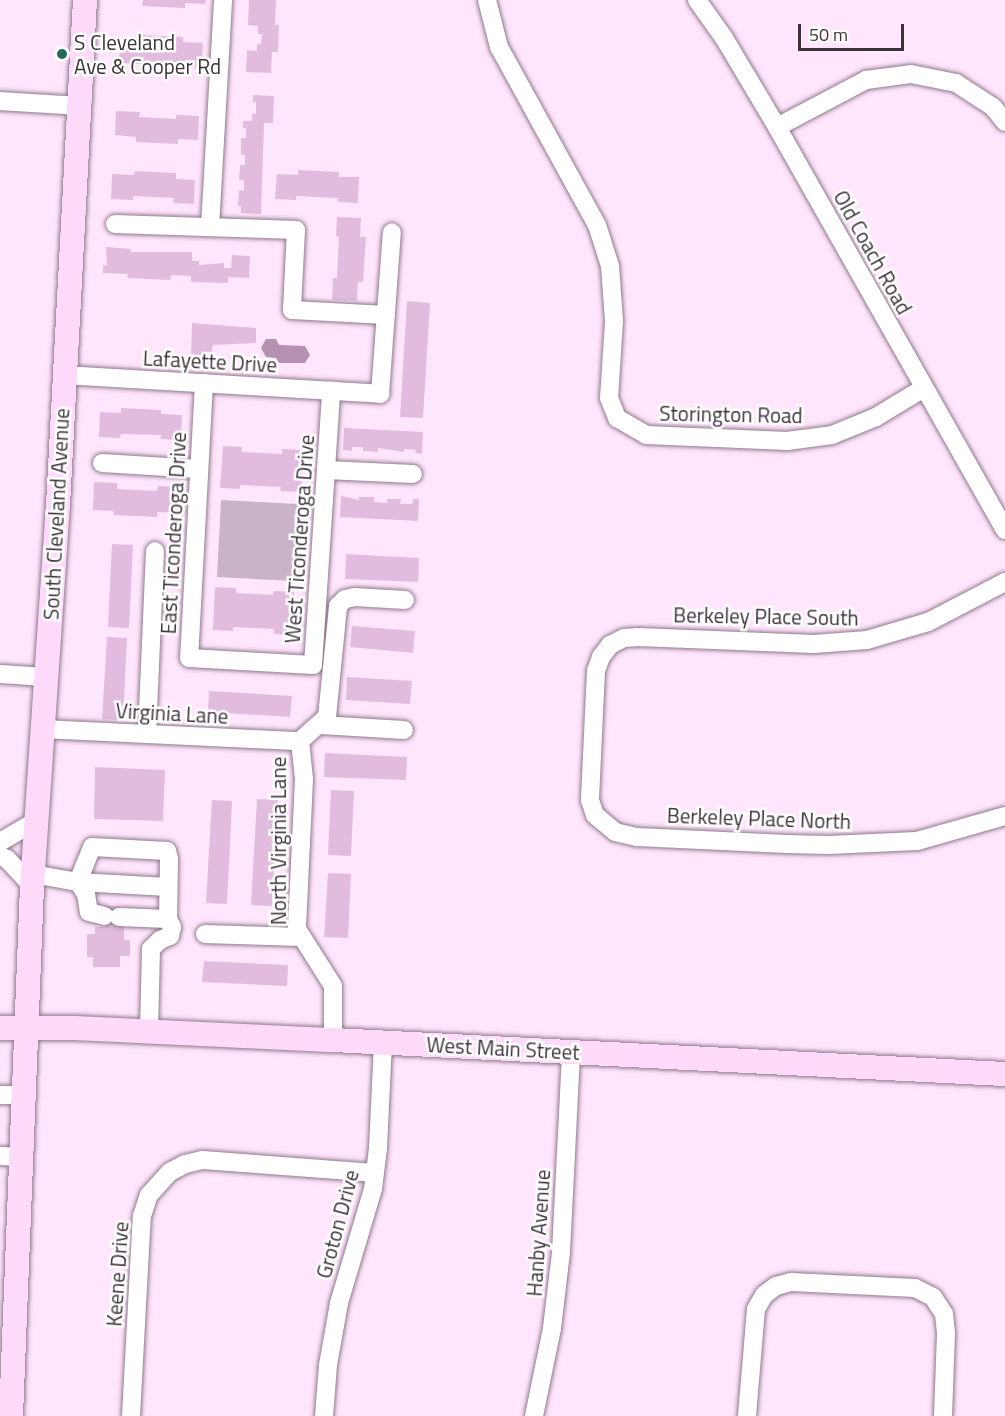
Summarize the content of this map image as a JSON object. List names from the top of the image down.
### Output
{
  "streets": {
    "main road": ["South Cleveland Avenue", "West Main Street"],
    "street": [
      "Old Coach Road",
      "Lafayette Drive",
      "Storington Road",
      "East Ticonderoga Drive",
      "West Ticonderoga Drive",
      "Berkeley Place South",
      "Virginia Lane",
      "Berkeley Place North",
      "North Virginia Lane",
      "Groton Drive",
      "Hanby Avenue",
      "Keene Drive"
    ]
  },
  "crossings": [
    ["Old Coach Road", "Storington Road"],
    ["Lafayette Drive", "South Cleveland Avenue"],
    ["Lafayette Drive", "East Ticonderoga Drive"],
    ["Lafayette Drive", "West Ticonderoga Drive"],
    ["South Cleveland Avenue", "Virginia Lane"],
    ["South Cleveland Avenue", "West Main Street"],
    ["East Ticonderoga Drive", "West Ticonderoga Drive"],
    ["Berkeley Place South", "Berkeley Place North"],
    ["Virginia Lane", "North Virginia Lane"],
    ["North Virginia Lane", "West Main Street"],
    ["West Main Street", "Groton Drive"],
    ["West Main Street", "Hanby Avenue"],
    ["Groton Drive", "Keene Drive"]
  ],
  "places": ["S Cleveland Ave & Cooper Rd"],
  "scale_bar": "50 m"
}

---

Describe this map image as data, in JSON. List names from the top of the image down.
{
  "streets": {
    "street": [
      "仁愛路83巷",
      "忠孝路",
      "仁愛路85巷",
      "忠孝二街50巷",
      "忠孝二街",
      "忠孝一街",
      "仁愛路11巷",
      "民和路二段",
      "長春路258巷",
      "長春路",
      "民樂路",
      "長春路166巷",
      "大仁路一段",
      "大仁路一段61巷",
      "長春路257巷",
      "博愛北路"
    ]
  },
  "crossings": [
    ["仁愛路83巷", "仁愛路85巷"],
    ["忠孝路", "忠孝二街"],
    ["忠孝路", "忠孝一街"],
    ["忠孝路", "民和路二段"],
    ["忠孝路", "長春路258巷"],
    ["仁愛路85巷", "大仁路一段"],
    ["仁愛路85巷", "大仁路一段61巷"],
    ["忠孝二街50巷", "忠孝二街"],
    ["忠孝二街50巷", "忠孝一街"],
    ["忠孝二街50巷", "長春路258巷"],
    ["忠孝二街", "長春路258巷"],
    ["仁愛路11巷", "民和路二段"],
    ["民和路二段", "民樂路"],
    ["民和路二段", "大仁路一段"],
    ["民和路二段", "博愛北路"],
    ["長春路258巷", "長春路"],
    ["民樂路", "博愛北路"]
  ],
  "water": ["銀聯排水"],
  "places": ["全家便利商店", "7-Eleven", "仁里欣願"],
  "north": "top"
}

---

EXERCISE PROMPT
Scan the entries above for the word "South", then copy every line in which it occurs.

ANSWER SPACE
    "main road": ["South Cleveland Avenue", "West Main Street"],
      "Berkeley Place South",
    ["Lafayette Drive", "South Cleveland Avenue"],
    ["South Cleveland Avenue", "Virginia Lane"],
    ["South Cleveland Avenue", "West Main Street"],
    ["Berkeley Place South", "Berkeley Place North"],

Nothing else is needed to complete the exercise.